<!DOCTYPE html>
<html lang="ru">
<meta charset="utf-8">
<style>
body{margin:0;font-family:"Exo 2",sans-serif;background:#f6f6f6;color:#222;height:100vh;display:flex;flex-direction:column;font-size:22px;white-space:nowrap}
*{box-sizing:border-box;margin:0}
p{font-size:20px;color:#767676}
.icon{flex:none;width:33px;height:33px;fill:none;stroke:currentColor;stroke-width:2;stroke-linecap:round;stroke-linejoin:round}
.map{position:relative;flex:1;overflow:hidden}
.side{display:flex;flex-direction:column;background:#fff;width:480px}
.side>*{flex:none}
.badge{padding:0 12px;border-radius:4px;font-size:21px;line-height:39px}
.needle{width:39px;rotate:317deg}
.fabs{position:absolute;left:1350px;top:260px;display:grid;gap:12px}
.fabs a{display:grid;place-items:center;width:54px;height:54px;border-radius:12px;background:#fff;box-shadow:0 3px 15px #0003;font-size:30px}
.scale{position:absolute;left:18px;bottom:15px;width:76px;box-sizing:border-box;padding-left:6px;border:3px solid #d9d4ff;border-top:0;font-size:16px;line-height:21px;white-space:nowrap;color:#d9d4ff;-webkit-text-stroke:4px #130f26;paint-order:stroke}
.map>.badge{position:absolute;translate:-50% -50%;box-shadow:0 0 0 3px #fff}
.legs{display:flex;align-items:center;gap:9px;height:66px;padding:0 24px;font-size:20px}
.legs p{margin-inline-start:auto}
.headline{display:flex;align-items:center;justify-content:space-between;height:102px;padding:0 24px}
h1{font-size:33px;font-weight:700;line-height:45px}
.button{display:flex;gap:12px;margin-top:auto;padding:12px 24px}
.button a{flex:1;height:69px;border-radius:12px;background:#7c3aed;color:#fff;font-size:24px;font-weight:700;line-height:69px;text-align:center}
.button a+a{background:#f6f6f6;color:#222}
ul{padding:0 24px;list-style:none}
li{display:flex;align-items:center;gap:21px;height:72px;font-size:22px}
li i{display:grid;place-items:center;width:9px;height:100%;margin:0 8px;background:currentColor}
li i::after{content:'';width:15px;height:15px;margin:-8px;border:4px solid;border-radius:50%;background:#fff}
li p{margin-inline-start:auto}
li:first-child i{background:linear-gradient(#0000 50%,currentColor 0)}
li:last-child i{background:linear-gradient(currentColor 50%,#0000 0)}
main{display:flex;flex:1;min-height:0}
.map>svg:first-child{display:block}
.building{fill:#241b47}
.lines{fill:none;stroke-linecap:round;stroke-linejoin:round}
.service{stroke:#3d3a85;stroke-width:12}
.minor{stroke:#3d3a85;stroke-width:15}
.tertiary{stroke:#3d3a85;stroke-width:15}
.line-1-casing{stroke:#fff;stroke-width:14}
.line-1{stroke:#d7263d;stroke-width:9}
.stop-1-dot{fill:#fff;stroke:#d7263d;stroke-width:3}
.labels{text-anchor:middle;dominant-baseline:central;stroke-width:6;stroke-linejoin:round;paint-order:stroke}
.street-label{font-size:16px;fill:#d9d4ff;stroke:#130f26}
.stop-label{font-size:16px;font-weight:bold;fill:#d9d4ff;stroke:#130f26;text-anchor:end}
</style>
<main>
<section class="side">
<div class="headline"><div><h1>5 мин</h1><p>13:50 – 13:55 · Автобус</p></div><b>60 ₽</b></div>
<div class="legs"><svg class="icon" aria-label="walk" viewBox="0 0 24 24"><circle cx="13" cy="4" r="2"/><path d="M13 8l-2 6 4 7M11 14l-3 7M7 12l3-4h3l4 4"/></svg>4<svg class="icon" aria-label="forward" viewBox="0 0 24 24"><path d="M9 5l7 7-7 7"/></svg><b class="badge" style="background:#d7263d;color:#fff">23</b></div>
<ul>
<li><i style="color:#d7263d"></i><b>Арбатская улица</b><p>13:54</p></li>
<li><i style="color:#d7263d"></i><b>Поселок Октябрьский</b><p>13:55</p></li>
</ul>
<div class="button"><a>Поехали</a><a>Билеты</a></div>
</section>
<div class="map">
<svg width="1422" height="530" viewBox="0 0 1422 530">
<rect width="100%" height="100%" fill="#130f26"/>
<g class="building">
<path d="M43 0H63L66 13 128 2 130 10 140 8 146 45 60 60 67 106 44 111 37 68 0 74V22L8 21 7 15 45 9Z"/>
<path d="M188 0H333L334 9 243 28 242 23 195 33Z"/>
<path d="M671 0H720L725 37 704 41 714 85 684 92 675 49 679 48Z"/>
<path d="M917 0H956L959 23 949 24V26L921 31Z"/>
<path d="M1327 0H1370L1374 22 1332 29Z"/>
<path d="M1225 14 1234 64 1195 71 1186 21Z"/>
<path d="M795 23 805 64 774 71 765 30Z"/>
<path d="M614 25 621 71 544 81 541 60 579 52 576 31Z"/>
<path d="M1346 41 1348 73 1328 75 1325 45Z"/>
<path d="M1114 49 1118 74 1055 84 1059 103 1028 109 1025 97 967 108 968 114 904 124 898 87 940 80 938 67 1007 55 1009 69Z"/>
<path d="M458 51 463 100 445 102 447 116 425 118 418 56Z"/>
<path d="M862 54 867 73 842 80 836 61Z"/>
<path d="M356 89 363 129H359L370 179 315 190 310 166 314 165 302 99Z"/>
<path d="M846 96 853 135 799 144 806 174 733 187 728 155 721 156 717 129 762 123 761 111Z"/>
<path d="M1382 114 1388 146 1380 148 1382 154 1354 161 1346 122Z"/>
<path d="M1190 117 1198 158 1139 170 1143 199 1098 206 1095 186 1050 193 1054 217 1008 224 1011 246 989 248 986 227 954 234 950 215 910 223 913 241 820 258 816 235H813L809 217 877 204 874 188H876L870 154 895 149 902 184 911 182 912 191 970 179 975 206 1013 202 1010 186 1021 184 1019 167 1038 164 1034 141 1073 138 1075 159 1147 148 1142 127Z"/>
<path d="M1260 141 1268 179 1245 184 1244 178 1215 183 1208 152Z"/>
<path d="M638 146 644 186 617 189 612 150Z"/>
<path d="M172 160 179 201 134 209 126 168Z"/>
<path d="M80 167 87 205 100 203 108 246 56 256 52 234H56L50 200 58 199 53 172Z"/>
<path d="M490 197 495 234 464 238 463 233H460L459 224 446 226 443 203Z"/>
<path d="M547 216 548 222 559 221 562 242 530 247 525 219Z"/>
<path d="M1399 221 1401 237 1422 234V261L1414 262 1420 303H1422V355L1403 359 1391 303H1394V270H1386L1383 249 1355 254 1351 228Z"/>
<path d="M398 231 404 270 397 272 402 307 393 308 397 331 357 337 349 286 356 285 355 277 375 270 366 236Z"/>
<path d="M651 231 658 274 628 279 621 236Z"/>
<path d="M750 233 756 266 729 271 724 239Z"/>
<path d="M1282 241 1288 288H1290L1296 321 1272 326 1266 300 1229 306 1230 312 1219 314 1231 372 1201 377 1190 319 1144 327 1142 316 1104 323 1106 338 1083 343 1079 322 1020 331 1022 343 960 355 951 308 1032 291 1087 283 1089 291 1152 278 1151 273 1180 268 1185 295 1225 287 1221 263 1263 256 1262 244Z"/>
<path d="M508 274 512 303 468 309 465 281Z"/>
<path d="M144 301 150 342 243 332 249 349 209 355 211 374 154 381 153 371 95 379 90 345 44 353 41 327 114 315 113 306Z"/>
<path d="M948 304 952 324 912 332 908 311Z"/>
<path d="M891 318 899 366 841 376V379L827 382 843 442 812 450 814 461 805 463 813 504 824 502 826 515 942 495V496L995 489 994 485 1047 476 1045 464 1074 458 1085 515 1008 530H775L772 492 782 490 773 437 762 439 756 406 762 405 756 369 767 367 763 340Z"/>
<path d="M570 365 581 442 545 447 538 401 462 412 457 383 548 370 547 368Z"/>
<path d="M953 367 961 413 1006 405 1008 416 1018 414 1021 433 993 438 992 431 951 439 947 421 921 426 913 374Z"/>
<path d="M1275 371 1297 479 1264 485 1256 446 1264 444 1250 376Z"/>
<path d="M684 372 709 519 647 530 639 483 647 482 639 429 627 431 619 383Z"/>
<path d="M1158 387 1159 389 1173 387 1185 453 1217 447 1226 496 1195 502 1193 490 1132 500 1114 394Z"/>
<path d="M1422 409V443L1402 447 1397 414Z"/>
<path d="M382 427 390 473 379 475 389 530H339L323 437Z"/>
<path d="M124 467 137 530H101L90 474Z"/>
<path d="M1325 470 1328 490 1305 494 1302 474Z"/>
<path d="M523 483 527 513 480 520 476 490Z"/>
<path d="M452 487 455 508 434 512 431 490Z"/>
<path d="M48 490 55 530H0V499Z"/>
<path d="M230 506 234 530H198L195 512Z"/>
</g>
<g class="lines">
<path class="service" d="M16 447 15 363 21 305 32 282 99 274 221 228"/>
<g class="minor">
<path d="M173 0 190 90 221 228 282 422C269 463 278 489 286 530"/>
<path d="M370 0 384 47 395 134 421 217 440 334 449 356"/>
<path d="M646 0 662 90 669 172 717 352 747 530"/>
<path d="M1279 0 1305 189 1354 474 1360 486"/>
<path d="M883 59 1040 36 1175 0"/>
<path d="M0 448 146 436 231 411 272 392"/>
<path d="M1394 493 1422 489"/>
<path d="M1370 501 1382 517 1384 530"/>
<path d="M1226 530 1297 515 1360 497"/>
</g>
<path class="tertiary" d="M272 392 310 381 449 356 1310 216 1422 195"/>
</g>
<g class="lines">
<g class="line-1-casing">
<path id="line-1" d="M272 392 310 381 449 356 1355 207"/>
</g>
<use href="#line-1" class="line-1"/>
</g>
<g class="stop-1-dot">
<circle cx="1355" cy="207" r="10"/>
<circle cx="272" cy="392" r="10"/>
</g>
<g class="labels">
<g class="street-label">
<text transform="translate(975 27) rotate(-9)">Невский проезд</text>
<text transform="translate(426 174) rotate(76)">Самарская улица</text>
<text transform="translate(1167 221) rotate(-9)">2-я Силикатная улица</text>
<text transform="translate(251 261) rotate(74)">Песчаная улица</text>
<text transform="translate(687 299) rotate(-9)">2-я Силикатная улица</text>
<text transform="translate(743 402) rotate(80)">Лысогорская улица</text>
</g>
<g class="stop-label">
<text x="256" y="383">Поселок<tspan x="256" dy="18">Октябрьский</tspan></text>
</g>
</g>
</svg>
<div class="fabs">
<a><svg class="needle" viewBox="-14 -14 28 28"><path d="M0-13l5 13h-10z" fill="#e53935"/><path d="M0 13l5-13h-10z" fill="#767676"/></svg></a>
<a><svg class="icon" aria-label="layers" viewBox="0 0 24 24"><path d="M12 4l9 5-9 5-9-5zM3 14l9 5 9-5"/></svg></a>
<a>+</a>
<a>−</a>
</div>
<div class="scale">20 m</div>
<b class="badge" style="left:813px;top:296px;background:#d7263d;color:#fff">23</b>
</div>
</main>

--- --- ---

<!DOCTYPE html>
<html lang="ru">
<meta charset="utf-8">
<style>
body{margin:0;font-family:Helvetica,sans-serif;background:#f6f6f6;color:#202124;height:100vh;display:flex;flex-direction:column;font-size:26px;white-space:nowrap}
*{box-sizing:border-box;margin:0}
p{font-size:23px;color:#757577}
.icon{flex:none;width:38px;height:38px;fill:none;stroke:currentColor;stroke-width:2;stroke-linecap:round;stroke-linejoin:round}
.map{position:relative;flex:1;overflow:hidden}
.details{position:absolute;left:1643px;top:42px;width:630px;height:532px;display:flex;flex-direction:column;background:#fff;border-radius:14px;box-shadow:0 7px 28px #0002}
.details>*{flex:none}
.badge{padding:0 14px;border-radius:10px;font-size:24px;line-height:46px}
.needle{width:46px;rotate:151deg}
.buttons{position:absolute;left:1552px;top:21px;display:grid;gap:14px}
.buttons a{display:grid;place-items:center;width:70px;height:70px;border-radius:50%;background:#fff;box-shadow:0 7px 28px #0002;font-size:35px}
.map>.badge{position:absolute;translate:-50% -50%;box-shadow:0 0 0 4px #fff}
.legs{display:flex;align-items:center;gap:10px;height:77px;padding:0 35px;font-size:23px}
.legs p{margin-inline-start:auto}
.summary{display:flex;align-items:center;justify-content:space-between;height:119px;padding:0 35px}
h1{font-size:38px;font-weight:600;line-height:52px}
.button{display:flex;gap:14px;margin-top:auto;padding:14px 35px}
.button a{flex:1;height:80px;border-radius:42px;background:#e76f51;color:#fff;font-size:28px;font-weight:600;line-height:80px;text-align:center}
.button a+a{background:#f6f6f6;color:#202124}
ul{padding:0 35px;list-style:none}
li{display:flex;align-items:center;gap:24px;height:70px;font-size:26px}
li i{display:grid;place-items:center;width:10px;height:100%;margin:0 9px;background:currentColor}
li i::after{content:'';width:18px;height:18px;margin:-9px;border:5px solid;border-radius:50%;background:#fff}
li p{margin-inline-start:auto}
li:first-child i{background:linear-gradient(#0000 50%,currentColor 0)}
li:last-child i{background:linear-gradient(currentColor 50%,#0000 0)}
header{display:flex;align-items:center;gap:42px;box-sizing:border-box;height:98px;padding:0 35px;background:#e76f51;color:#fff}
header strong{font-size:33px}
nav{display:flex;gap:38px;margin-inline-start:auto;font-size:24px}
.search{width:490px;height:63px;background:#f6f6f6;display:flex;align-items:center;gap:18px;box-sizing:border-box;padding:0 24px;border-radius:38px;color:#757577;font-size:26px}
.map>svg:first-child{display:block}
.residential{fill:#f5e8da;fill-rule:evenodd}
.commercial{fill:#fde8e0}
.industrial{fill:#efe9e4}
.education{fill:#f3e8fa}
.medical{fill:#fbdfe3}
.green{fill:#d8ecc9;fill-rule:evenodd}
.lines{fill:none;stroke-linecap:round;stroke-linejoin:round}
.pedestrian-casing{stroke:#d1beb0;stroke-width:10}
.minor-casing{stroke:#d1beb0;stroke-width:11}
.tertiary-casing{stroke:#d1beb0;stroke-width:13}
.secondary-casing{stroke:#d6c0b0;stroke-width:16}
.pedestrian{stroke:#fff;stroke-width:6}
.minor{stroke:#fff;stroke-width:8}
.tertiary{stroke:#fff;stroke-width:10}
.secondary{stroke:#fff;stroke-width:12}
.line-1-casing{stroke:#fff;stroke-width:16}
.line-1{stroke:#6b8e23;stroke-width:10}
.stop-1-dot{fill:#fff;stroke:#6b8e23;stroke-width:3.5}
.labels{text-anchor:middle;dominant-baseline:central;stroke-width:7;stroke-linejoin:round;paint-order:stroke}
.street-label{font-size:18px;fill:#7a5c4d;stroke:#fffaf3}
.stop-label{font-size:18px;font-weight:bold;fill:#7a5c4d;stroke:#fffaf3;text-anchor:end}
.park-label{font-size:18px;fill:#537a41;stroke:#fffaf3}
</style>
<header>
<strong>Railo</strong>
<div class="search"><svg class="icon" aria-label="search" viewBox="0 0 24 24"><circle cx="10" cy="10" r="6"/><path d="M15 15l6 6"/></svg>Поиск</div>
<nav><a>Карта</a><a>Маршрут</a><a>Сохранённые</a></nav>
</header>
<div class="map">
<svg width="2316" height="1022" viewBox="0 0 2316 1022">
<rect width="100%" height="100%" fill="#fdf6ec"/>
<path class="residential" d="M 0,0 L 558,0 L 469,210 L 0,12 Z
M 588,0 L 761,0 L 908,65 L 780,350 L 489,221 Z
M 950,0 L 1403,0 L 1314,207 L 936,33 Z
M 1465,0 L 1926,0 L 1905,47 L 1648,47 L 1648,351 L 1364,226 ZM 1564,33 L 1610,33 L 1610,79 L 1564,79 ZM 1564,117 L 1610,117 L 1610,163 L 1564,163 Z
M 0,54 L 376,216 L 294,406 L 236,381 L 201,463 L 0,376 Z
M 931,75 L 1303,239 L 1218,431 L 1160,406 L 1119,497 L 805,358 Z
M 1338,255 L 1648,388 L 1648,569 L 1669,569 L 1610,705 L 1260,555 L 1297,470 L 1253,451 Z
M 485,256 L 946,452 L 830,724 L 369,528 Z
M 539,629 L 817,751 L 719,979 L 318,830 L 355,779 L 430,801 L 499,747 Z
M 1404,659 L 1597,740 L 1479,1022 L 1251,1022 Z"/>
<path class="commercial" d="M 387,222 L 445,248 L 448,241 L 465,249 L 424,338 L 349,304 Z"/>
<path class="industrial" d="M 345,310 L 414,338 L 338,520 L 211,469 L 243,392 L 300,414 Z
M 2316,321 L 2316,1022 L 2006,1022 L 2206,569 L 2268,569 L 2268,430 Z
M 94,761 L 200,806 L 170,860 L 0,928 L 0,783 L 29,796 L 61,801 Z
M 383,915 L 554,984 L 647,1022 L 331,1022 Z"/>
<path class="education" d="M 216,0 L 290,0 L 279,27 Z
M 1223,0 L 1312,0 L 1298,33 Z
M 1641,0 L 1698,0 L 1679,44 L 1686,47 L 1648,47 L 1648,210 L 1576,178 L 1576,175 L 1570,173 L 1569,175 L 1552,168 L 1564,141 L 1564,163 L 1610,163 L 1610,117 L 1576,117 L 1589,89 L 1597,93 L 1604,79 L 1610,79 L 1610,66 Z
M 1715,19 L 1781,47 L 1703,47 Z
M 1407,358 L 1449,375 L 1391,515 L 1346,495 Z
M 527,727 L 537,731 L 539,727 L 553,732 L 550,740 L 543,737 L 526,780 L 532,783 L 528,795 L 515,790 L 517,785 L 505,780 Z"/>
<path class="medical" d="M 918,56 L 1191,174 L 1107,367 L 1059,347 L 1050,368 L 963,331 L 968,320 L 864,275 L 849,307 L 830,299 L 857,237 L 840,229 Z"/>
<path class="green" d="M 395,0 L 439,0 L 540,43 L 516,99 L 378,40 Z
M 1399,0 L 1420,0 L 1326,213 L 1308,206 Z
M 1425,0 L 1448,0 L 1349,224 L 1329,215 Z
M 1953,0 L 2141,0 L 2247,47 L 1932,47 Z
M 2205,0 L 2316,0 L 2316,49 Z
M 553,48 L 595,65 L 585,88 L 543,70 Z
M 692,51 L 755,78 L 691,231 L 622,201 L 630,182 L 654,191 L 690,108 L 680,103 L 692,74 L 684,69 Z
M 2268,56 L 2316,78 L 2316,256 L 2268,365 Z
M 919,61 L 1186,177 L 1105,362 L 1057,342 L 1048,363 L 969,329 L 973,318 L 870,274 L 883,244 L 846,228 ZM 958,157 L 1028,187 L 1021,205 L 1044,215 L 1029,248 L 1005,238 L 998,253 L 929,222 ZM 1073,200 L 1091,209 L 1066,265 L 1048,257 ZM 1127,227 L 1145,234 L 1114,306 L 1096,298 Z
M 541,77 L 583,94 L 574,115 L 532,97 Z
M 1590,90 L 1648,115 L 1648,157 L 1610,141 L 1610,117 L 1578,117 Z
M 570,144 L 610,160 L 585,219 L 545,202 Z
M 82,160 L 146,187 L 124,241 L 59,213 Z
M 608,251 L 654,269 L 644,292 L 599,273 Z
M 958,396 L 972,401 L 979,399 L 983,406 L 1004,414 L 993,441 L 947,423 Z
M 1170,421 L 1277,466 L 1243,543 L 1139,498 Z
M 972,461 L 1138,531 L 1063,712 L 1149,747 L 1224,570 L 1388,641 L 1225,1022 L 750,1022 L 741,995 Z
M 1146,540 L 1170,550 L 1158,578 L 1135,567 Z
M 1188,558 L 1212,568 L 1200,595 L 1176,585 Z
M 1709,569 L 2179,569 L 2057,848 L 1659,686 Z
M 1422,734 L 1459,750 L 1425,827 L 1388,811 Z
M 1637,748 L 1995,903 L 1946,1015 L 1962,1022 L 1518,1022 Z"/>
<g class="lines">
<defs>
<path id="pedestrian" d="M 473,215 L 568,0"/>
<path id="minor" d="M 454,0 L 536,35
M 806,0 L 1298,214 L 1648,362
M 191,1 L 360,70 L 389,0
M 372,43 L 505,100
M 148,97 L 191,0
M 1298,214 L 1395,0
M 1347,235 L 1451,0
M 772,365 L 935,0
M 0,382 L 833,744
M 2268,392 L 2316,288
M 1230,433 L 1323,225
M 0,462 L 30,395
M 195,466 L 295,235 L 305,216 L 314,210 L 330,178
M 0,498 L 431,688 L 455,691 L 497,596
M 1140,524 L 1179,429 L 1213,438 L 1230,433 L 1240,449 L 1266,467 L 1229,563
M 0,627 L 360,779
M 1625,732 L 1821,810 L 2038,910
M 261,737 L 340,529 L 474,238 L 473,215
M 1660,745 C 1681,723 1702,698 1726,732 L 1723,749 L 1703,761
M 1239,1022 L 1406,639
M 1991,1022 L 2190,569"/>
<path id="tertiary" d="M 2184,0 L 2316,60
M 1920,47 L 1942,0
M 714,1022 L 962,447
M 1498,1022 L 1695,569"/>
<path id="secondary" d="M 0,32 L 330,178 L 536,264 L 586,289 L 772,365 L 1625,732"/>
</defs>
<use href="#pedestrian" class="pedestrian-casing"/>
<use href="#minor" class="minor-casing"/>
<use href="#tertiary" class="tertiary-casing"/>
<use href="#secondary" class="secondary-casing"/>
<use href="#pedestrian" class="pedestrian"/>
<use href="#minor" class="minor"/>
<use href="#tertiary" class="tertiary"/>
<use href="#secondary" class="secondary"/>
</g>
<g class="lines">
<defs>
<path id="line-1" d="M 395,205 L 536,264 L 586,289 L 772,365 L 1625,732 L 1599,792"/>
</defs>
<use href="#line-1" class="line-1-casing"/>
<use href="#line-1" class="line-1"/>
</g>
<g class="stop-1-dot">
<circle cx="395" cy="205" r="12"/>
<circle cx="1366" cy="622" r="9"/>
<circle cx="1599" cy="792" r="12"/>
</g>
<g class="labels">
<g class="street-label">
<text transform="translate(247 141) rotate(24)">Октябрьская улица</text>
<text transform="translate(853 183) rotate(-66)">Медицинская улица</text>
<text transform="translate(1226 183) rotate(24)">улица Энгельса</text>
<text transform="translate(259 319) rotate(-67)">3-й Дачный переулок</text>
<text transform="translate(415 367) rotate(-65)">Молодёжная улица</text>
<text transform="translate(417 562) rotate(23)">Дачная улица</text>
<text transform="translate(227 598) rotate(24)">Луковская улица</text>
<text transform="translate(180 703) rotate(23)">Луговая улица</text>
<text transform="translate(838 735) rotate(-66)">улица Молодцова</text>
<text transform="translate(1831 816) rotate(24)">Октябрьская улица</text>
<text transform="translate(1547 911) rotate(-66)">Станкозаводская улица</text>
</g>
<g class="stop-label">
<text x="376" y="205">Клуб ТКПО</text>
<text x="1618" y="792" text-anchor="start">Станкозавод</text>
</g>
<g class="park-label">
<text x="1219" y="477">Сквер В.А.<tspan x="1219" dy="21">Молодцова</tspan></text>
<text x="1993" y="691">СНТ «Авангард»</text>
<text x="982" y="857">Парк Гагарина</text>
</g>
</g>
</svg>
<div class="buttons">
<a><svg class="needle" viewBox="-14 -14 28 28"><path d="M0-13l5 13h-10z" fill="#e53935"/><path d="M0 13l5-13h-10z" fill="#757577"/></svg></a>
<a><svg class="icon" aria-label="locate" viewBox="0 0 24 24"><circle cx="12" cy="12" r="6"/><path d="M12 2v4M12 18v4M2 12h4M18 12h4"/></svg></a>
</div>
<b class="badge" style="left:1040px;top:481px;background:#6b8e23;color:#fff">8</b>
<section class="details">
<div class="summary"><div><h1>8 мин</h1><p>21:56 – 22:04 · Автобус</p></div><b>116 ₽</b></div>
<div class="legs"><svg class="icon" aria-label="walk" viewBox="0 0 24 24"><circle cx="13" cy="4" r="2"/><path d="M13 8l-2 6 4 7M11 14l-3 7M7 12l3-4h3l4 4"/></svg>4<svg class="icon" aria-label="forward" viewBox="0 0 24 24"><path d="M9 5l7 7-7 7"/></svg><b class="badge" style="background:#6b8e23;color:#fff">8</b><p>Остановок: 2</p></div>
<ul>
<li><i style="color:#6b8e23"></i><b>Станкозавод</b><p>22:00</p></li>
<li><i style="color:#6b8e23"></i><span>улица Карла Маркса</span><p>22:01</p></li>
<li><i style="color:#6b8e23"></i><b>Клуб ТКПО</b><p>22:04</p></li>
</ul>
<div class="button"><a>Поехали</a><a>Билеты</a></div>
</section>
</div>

--- --- ---

How to complete this task:
Which lines above include "fabs"? Show each of them by copying it.

Answer section:
.fabs{position:absolute;left:1350px;top:260px;display:grid;gap:12px}
.fabs a{display:grid;place-items:center;width:54px;height:54px;border-radius:12px;background:#fff;box-shadow:0 3px 15px #0003;font-size:30px}
<div class="fabs">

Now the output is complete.